Beyond the pristine snow, Winter Park is also notoriously family-friendly, with a ski school and plenty of hot chocolate stops — but that doesn't mean it's not a fit for pro-level skiers and riders, too.

This ski season, Winter Park almost doubled its expert-only terrain with the opening of two new terrain pods. The first is in the Cirque Terrain, named Jelly Roll for its rolling landscape and fluffy snow. The second expansion is in the Chutes area of the resort's Mary Jane Territory. Several new controlled avalanche chutes will now give expert skiers a fun and challenging way to access the Powder Field, which is known for holding epic powder stashes.

"Skiers and riders can access all the new Cirque terrain via a snowcat-drawn sled and about a half-mile to three-quarters-mile hike. The terrain gives an inbounds backcountry experience in a patrolled environment," Miller said. "The expanded terrain in the Chutes area on Mary Jane is mostly improved access points, so skiers and riders can drop into this challenging area quicker and easier than ever before. The Chutes are some of the steepest, most difficult slopes at the resort."

The resort also takes care of skiers who'd rather stick to the groomers — with improved grooming and snowmaking operations that get runs groomed earlier and more often. But the fun doesn't stop once the lifts shut down for the day. Winter Park is now offering several after-dark activities, including tubing, ice skating, and guided sunset skiing. 

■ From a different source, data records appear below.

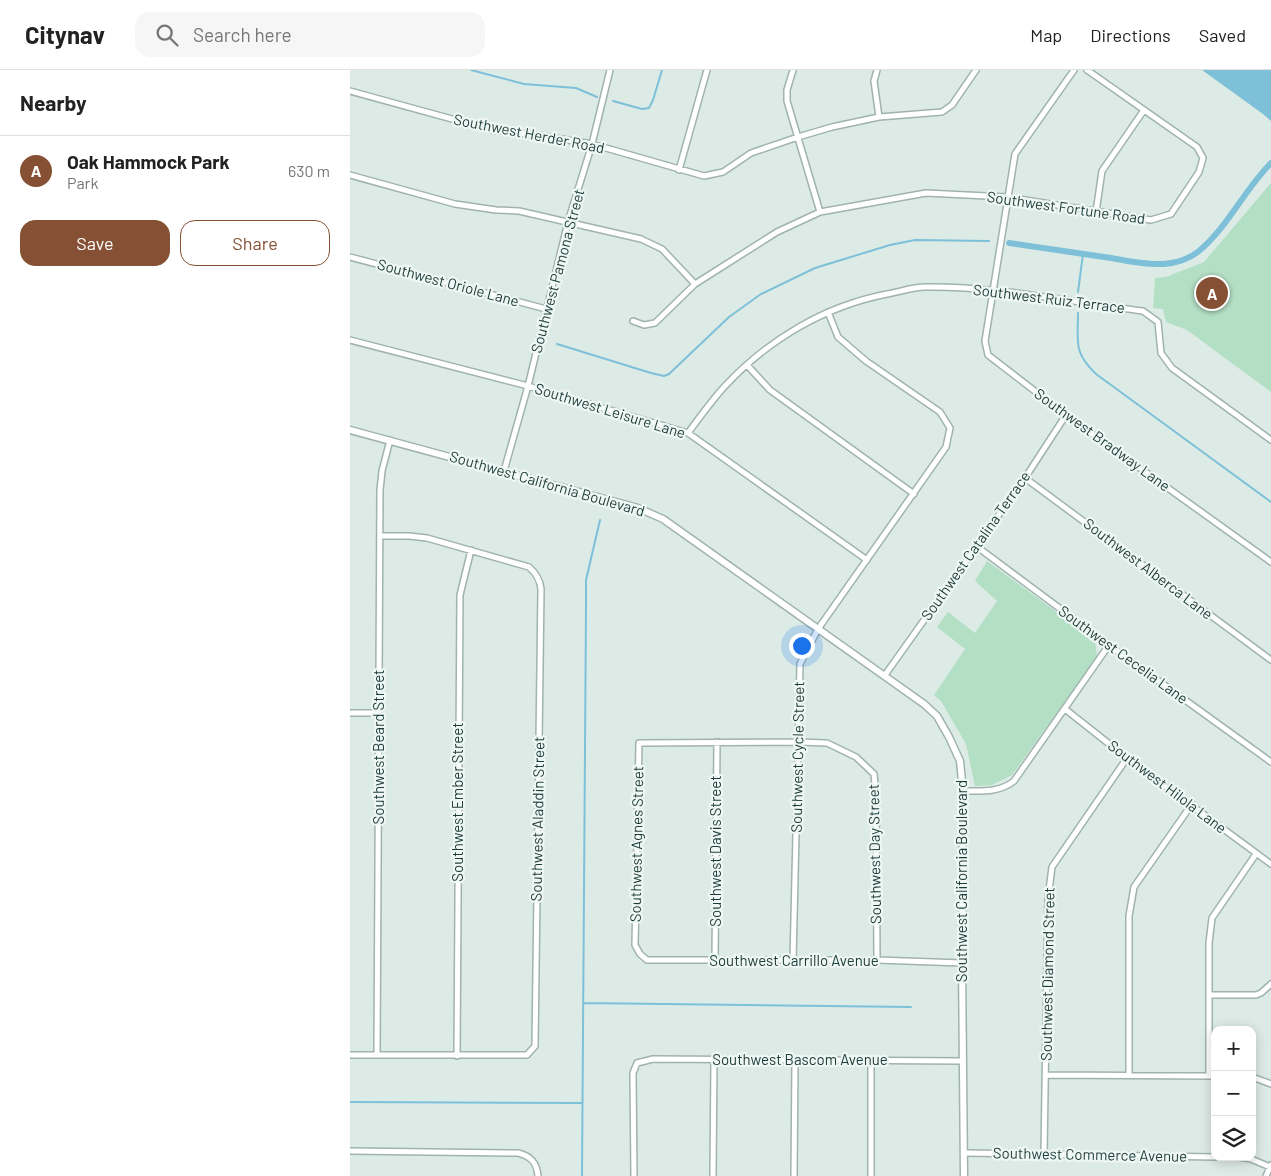 <!DOCTYPE html>
<meta charset="utf-8">
<style>
:root{--surface:#fff;--page:#f6f6f6;--text:#222;--muted:#767676;--line:#e0e0e0;--accent:#855033}
body{margin:0;font-family:Barlow,sans-serif;background:var(--page);color:var(--text)}
.controls{position:absolute;right:15px;bottom:15px;display:grid;overflow:hidden;border-radius:10px;box-shadow:0 2px 12px #0003}
.controls button{width:45px;height:45px;display:grid;place-items:center;padding:0;border:0;border-bottom:1px solid var(--line);background:var(--surface);color:var(--text);font:25px sans-serif}
.you{position:absolute;left:451px;top:575px;width:18px;height:18px;margin:-12px;border:4px solid #fff;border-radius:50%;background:#1a73e8;box-shadow:0 0 0 8px #1a73e833}
.badge{display:grid;place-items:center;width:32px;height:32px;border-radius:50%;background:var(--accent);color:#fff;font-size:16px;font-weight:700}
.pin{position:absolute;translate:-50% -50%;border:2px solid #fff;box-shadow:0 1px 5px #0006}
.list{margin:0;padding:0;list-style:none}
h2{display:flex;justify-content:space-between;align-items:center;height:65px;margin:0;padding:0 20px;font-size:21px}
h2 small{font-size:16px;font-weight:400;color:var(--muted)}
.list li{display:grid;grid-template-columns:32px 1fr auto;gap:15px;align-items:center;box-sizing:border-box;height:70px;padding:0 20px;border-top:1px solid var(--line)}
.list b{display:block;font-size:19px;white-space:nowrap}
.list p{margin:0;font-size:16px;white-space:nowrap;color:var(--muted)}
.list em{font-size:16px;font-style:normal;color:var(--muted)}
.actions{display:flex;gap:10px;padding:15px 20px}
.actions a{flex:1;padding:11px 0;border:1px solid var(--accent);border-radius:15px;text-align:center;font-size:18px;color:var(--accent)}
.actions .main{background:var(--accent);color:#fff}
.icon{flex:none;width:28px;height:28px;fill:none;stroke:currentColor;stroke-width:2;stroke-linecap:round;stroke-linejoin:round}
.map{position:relative;flex:none;width:921px;height:1106px;overflow:hidden}
header{display:flex;align-items:center;gap:30px;box-sizing:border-box;height:70px;padding:0 25px;background:var(--surface);border-bottom:1px solid var(--line)}
header strong{font-size:24px}
nav{display:flex;gap:28px;margin-inline-start:auto;font-size:18px}
.search{width:350px;height:45px;background:var(--page);display:flex;align-items:center;gap:12px;box-sizing:border-box;padding:0 18px;border-radius:15px;color:var(--muted);font-size:19px}
main{display:flex}
aside{flex:1;background:var(--surface)}
.map>svg:first-child{display:block}
.green{fill:#b3dfc4}
.water{fill:#7dc0d8}
.lines{fill:none;stroke-linecap:round;stroke-linejoin:round}
.stream{stroke:#7dc0d8;stroke-width:2}
.canal{stroke:#7dc0d8;stroke-width:6}
.minor-casing{stroke:#a0b3ae;stroke-width:8}
.tertiary-casing{stroke:#a0b3ae;stroke-width:9}
.minor{stroke:#fff;stroke-width:5}
.tertiary{stroke:#fff;stroke-width:6}
.labels{text-anchor:middle;stroke-width:4.5;stroke-linejoin:round;paint-order:stroke}
.street-label{font-size:15px;fill:#1d3c37;stroke:#eef7f4}
</style>
<header>
<strong>Citynav</strong>
<div class="search"><svg class="icon" aria-label="search" viewBox="0 0 24 24"><circle cx="10" cy="10" r="6"/><path d="M15 15l6 6"/></svg>Search here</div>
<nav><a>Map</a><a>Directions</a><a>Saved</a></nav>
</header>
<main>
<aside>
<h2>Nearby<small></small></h2>
<ul class="list">
<li><span class="badge">A</span><div><b>Oak Hammock Park</b><p>Park</p></div><em>630 m</em></li>
</ul>
<div class="actions"><a class="main">Save</a><a>Share</a></div>
</aside>
<div class="map">
<svg width="921" height="1106" viewBox="0 0 921 1106">
<rect width="100%" height="100%" fill="#ddebe6"/>
<path class="green" d="M921 113V322L837 260 816 252 813 239 803 238 805 208 816 207 854 192Z
M637 491 745 570 747 587 662 705 642 715 625 716 616 674 591 631 584 625 615 579 587 557 598 542 625 563 647 531 625 511Z"/>
<path class="water" d="M852 0H921V51L913 44Z"/>
<g class="lines">
<path class="stream" d="M121 0 174 14 226 18 247 27
M263 31 292 39 299 38 303 30 312 0
M728 222 733 184
M728 243C728 272 723 282 746 304L921 432
M207 274 301 303 314 306 319 304 379 247 411 224 465 198 540 175 565 170 639 171
M234 933 561 937
M0 1032 232 1033
M232 1106 236 536V510L250 450"/>
<path class="canal" d="M659 173C693 178 727 183 761 188 777 191 797 195 814 194 826 193 839 189 849 181 878 157 894 120 921 93"/>
<g class="minor-casing">
<path id="minor" d="M443 0 437 20V31L470 142
M527 0 524 11 529 47
M724 0 665 84 635 271 638 285 716 345 921 492
M0 21 142 60 187 65 242 74 354 106 373 102 401 83 448 67 482 57 529 47 592 42 602 35 626 0
M329 100 357 0
M0 105 105 134 146 140 169 141 291 169 312 179 345 214
M746 142 752 101 794 40
M0 187 196 239
M283 251 294 255 305 253 345 214 427 162 470 142 576 123 657 127 801 150 821 144 849 102 853 88 847 77 737 0
M0 270 178 316 338 363 517 490
M397 295 420 320 564 424
M338 363C350 347 362 330 375 316 419 269 475 236 537 224 549 222 563 217 575 217 648 216 720 232 793 241L808 252 811 283 822 298 921 370
M154 401 178 316 218 152 242 74 260 0
M675 408 921 590
M626 476 759 575 921 692
M535 605 675 408 716 345
M715 639 777 688 921 794
M0 643H29
M613 721C631 721 649 723 664 711L759 575
M365 890 367 672
M527 890 526 725 524 704 506 687 477 673 448 672 289 673 285 875 290 884 297 890H527L612 893
M443 891 450 594 468 559 596 377 600 358 590 342 516 291 488 267 478 242
M860 925H906L911 923 921 914
M0 985H177L185 976 191 519C190 510 187 504 179 497L77 468 59 466H30
M27 985 30 420 32 401 40 370
M107 986 110 525 121 480
M521 990V1106
M696 1005 865 1006
M779 1005V846L784 817 842 734
M859 1005V873L862 848 906 784
M902 1007 921 1014
M0 1081 168 1083C181 1086 187 1093 188 1106
M614 1083 865 1087
M694 1084 698 828 702 797 777 688
M888 1087 901 1089 920 1097
M284 1106 283 1003 287 993 303 989 613 991
M363 1106 364 989
M444 1106 445 990
M916 1106 921 1095"/>
</g>
<g class="tertiary-casing">
<path id="tertiary" d="M0 360 288 438 313 449 574 634 587 646 599 667 610 691 613 721 612 893 614 1106"/>
</g>
<use href="#minor" class="minor"/>
<use href="#tertiary" class="tertiary"/>
</g>
<g class="labels">
<g class="street-label">
<text transform="translate(179 64) rotate(11)" y="5">Southwest Herder Road</text>
<text transform="translate(716 138) rotate(8)" y="5">Southwest Fortune Road</text>
<text transform="translate(208 201) rotate(-75)" y="5">Southwest Pamona Street</text>
<text transform="translate(98 213) rotate(15)" y="5">Southwest Oriole Lane</text>
<text transform="translate(699 229) rotate(7)" y="5">Southwest Ruiz Terrace</text>
<text transform="translate(260 341) rotate(17)" y="5">Southwest Leisure Lane</text>
<text transform="translate(752 370) rotate(36)" y="5">Southwest Bradway Lane</text>
<text transform="translate(197 414) rotate(16)" y="5">Southwest California Boulevard</text>
<text transform="translate(626 476) rotate(-55)" y="5">Southwest Catalina Terrace</text>
<text transform="translate(798 499) rotate(37)" y="5">Southwest Alberca Lane</text>
<text transform="translate(773 585) rotate(36)" y="5">Southwest Cecelia Lane</text>
<text transform="translate(29 677) rotate(-90)" y="5">Southwest Beard Street</text>
<text transform="translate(448 687) rotate(-89)" y="5">Southwest Cycle Street</text>
<text transform="translate(817 717) rotate(37)" y="5">Southwest Hilola Lane</text>
<text transform="translate(108 732) rotate(-90)" y="5">Southwest Ember Street</text>
<text transform="translate(188 749) rotate(-89)" y="5">Southwest Aladdin Street</text>
<text transform="translate(287 774) rotate(-89)" y="5">Southwest Agnes Street</text>
<text transform="translate(366 781) rotate(-90)" y="5">Southwest Davis Street</text>
<text transform="translate(525 784) rotate(-91)" y="5">Southwest Day Street</text>
<text transform="translate(612 811) rotate(-90)" y="5">Southwest California Boulevard</text>
<text x="444" y="896">Southwest Carrillo Avenue</text>
<text transform="translate(698 904) rotate(-89)" y="5">Southwest Diamond Street</text>
<text x="450" y="995">Southwest Bascom Avenue</text>
<text transform="translate(740 1085) rotate(1)" y="5">Southwest Commerce Avenue</text>
</g>
</g>
</svg>
<div class="controls">
<button>+</button>
<button>−</button>
<button><svg class="icon" aria-label="layers" viewBox="0 0 24 24"><path d="M12 4l9 5-9 5-9-5zM3 14l9 5 9-5"/></svg></button>
</div>
<div class="you"></div>
<div class="pin badge" style="left:862px;top:223px">A</div>
</div>
</main>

"We opened our slopes in 1940 and have been welcoming adventurers of all types ever since," Miller added. "Our history, location, consistent snow, and laid-back, authentic Colorado vibe sets us apart from every other resort in the state."

How to Ride

Lift tickets start at $113/day but can jump to $239/day if you wait till the last minute or visit during high-demand periods. Ikon passholders get full access to Winter Park Resort.

Where to Stay

For super easy access, book a room at Zephyr Mountain Lodge, Winter Park’s ski-in, ski-out lodging. The accommodations are condo-style at Zephyr, so you’ll be treated to full kitchens, gas fireplaces, and multiple bedrooms (1 to 3).

Where to Apres

There’s no better place to end your ski day than at Sunspot Mountaintop Lodge, which is set at 10,700 feet. The lunchtime hotspot morphs into an après-ski go-to on Thursdays, Fridays, and Saturdays starting at 4 p.m. The drinks and grub are great, but what really makes this place special are the views.

How to Catch the Ski Train

The Winter Park Express runs every Friday, Saturday, and Sunday between Friday, January 13, and Sunday, March 26. The train leaves Denver’s Union Station at 7 a.m. and departs Winter Park en route to Denver at 4:30 p.m. A one-way journey starts at $34 for adults and $17 for kids ages 2 to 12. Tickets can be booked with Amtrak.

Skis, boards, bags, and boots can be brought on board for no additional charge and will be placed in the dedicated baggage storage space for the journey, which takes around two hours. Those flying into Denver, can take the A-Line airport train to Union Station and make the simple transfer to the Winter Park Express. 

Upon arrival in Winter Park, skiers need only walk 100 feet to the nearest ski lift — it’s that easy.